One of the toys that Canadian stores will be displaying this Christmas shopping season is a little auto that runs on "top" or "gyro" power. You simply roll the wheels of the toy car by rubbing them swiftly along the floor; this in turn imparts a spin to a fly-wheel made of lead hidden inside the miniature vehicle. Because of the relatively heavy weight of the fly-wheel, it will maintain its rotation for a long enough time to drive the little car around a room - a feat accomplished without benefit of a spring motor or electric battery.

The device is an inventive application of the spinning and stabilizing force of a top, and the ability of a fly-wheel store energy. These phenomena have been known for centuries, and have been put to use in many different ways. The top goes back to ancient times, to the playgrounds of Greece and China. Its more complex cousin, the gyroscope - a device that seems to defy the force of gravity in some of its tricks of balance - has led to such no-nonsense inventions as the gyro-compass, gyro-pilot and the gyro-stabilizer, transportation aids which an airline or shipping company would have difficulty getting along without.

It is not surprising that many inventions have had their roots in toys. That whimsical zeal and freedom from practicality that impels a creative person into designing a delightful plaything would also appear to open new avenues to a mind striving to cast aside the restraints of convention, and seeking to create useful new things.

Toys not only anticipate future machines and devices, but reflect the current state of technology. Small boys in Canada play with toy space rockets today, just as small boys in Paris played with balloons after the Montgolfier brothers made their first balloon flight in 1783.
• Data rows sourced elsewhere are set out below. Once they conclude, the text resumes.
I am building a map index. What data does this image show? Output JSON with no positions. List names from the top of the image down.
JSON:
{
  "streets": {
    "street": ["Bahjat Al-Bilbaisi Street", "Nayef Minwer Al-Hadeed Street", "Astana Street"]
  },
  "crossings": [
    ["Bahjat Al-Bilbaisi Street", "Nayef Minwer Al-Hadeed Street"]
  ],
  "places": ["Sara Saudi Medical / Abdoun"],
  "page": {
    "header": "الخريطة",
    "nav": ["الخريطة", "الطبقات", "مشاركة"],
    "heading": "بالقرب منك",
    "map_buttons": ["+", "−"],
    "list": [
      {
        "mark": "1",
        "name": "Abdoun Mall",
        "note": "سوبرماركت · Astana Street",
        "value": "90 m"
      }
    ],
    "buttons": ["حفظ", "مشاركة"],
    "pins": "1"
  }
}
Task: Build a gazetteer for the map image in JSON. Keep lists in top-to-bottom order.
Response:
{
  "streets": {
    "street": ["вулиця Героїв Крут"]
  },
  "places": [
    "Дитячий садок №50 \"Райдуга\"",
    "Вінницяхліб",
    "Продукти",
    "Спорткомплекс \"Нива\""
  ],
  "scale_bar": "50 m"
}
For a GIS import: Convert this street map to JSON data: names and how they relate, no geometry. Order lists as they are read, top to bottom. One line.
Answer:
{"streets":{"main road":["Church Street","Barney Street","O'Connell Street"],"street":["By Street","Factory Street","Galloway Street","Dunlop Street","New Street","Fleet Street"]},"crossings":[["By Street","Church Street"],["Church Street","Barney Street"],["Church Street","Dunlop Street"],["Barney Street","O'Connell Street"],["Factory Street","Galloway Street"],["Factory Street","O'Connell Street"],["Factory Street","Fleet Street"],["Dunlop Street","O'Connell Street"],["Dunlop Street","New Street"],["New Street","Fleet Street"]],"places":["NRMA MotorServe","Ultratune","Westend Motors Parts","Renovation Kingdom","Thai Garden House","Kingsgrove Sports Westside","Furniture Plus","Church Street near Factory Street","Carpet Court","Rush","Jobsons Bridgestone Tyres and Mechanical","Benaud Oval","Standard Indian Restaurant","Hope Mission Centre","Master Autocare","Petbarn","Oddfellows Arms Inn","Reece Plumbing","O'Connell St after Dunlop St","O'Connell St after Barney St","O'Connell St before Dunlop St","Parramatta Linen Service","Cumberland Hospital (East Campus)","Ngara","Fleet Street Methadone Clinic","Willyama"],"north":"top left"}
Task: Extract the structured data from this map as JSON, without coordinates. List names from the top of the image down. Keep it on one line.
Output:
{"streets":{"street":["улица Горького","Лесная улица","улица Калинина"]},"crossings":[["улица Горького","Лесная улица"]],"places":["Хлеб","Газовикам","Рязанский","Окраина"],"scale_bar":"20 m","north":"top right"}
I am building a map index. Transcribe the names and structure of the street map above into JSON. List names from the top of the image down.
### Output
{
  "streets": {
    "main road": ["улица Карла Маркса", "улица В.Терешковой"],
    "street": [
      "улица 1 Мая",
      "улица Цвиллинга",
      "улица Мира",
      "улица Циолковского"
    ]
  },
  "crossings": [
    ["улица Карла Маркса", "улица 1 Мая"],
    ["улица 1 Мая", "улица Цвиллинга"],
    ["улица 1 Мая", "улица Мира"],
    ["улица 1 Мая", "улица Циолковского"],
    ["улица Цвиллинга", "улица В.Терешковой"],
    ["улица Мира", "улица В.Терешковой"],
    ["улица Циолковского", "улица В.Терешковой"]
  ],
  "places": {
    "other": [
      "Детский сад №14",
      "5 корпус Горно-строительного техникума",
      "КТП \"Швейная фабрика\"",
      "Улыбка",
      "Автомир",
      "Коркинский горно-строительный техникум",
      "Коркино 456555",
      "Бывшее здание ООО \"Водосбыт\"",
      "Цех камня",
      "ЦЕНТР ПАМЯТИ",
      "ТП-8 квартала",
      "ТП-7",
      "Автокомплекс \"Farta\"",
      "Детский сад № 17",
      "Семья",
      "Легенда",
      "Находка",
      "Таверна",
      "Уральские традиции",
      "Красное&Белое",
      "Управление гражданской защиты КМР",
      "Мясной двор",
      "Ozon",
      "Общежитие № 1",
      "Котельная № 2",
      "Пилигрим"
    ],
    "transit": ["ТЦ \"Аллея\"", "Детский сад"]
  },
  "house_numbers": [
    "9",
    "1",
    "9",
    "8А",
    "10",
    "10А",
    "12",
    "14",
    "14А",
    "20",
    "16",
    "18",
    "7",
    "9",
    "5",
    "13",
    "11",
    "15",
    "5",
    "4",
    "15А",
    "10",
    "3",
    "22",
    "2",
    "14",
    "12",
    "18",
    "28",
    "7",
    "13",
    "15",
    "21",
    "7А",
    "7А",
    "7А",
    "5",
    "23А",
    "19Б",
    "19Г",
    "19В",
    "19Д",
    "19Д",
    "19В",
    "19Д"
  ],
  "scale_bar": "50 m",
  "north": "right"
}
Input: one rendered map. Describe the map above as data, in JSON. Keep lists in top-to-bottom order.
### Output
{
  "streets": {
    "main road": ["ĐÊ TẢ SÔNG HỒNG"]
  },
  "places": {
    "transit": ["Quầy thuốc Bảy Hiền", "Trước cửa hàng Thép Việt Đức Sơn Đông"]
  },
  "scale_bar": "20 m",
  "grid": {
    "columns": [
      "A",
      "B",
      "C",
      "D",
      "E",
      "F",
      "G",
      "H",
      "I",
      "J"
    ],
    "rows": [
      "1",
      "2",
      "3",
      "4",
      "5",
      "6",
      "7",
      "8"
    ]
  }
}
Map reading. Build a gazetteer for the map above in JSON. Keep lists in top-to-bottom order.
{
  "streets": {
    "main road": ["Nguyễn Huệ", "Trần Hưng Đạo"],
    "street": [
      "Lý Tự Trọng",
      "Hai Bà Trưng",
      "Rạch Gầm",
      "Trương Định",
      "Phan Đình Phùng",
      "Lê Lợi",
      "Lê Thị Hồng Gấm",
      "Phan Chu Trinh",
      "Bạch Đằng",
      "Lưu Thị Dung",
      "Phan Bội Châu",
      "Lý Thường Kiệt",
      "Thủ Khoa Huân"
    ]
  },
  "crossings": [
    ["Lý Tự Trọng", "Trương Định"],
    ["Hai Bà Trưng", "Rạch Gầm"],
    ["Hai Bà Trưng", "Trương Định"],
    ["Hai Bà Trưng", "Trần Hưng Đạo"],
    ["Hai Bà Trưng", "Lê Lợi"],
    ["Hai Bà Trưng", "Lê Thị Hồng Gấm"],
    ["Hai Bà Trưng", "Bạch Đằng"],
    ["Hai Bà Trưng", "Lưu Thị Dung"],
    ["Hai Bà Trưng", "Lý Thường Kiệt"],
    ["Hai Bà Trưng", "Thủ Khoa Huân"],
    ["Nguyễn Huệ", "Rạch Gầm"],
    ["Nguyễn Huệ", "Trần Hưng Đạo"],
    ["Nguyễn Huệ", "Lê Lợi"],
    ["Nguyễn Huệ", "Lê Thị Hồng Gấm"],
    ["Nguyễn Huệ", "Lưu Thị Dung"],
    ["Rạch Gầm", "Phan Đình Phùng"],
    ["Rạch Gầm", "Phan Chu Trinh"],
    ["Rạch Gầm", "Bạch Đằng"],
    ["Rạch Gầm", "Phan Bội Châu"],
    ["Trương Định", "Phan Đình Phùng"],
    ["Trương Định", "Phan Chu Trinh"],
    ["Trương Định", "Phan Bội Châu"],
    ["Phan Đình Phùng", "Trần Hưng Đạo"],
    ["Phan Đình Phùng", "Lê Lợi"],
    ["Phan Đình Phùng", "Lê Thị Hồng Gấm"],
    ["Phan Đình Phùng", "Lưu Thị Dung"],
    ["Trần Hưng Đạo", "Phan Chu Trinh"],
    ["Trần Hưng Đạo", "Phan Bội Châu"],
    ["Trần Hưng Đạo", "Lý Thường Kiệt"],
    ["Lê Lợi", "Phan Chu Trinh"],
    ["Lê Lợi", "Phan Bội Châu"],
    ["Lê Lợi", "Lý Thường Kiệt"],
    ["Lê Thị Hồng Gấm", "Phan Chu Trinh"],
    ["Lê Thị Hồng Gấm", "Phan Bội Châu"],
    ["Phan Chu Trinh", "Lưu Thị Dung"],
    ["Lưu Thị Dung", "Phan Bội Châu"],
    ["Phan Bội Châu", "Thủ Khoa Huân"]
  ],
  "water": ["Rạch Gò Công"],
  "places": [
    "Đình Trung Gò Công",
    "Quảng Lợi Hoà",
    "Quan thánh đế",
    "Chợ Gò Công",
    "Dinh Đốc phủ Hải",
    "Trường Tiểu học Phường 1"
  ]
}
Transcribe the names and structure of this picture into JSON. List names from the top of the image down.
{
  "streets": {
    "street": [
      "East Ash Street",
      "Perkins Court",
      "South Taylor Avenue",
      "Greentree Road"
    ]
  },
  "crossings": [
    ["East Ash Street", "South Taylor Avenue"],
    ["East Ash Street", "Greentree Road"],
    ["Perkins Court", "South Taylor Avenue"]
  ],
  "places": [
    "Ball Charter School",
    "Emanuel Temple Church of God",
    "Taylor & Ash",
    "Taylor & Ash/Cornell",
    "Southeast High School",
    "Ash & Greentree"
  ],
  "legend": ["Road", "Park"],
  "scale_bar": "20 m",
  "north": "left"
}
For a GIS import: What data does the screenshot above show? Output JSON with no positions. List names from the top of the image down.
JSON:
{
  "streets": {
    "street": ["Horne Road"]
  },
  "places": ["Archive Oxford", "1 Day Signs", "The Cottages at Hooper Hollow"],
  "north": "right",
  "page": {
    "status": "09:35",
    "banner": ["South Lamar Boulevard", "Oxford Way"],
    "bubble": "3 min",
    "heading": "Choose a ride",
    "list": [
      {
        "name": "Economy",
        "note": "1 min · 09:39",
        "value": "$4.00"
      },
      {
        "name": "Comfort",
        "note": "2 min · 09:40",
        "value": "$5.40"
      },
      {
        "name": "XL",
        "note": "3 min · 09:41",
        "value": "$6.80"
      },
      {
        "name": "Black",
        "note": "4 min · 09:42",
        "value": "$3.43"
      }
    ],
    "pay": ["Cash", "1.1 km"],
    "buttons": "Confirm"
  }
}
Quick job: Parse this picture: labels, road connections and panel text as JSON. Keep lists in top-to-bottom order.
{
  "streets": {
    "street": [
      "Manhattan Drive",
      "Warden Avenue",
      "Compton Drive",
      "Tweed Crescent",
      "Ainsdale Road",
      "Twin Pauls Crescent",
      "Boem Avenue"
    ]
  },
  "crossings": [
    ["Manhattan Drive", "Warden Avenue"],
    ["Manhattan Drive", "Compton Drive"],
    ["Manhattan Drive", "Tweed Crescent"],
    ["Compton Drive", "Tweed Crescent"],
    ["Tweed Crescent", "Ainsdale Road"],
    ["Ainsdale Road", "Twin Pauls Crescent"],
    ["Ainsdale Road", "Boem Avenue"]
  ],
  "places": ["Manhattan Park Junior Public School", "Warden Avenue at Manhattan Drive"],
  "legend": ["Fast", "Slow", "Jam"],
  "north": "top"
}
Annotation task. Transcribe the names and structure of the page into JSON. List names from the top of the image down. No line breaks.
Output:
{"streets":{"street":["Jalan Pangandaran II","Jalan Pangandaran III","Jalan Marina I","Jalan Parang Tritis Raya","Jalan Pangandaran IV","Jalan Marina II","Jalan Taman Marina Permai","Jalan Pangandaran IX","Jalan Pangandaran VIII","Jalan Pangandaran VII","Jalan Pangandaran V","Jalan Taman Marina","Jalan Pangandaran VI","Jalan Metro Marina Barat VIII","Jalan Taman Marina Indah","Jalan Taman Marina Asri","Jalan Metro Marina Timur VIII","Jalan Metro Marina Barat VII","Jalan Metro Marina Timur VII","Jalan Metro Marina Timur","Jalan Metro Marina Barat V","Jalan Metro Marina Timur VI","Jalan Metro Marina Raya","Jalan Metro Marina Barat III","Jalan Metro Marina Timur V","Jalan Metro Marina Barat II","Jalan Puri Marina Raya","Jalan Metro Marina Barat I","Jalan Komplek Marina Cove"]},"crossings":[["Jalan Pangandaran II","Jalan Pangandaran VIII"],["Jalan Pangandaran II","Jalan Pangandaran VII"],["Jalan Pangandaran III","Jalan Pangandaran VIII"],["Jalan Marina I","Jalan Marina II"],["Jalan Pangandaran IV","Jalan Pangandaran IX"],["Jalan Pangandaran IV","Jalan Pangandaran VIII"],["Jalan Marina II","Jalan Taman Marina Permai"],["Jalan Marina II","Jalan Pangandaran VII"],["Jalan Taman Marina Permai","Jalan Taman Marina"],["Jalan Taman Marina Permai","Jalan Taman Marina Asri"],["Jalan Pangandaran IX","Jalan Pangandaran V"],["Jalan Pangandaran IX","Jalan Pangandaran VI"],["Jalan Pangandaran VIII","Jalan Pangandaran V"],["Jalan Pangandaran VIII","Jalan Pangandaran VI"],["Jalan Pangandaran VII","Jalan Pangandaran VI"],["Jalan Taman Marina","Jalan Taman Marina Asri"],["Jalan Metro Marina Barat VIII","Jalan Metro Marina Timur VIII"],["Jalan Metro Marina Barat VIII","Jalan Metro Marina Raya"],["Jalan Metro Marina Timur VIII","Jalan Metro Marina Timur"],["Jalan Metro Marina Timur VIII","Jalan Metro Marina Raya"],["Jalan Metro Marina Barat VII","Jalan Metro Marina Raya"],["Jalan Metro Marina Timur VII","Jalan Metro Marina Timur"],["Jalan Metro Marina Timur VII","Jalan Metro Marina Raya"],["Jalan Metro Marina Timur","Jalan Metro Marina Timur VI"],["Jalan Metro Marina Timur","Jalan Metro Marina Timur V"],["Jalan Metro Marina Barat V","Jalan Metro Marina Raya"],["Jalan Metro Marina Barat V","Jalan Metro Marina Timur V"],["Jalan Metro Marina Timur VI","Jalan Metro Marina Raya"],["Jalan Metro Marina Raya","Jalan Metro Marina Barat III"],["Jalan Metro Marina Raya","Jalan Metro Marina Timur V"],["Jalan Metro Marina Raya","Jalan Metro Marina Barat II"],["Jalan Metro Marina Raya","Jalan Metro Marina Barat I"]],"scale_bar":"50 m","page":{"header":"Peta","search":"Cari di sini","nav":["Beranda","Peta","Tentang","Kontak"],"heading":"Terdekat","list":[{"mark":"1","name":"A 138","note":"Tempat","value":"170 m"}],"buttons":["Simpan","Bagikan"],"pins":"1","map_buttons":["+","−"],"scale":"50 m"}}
The world has always revelled in the wonder of invention. The ability to invent - a universal characteristic of mankind through the ages - is an attribute that has enabled people to adapt to various environments to improve their living standards. Through invention, man has tamed fire, electricity and the atom, discovered the fundamentals of mechanics and chemistry, learned to record his thoughts in writing and pictures, and has made some of civilization's most admirable creative thrusts.

Invention is usually defined as a creative effort that is embodied in physical equipment. It is, of course, closely linked with scientific discovery - finding out what nature already holds. Inventions themselves are not confined to new devices. They may be improvements or ingenious combinations of existing things.

In a sense, the application of a principle used in a toy to the workaday world may only be a kind of improvement on the original idea. The steam engine, a favourite subject for those who study invention, had its roots in an ancient toy invented by Hero of Alexandria. The device consisted of a small hemispherical container of water suspended over a flame. The steam that blasted through small jets in the sphere made it spin.

Oddly enough, Hero's gadget failed to stimulate any significant development of the steam drive principle until the late 17th or early 18th centuries. These long-delayed practical experiments culminated in the invention of the modern condensing steam engine by a Scottish engineer, James Watt, who patented it in 1769.

Not all of the great inventions had whimsical roots, yet Canadian patent records seem to bear witness to many fanciful turns of mind pursued by this country's inventors in an earlier era. In 1889, for example, a lady in Calgary invented a mechanical skirt-lifter designed to raise her hem discreetly as she crossed a dusty street.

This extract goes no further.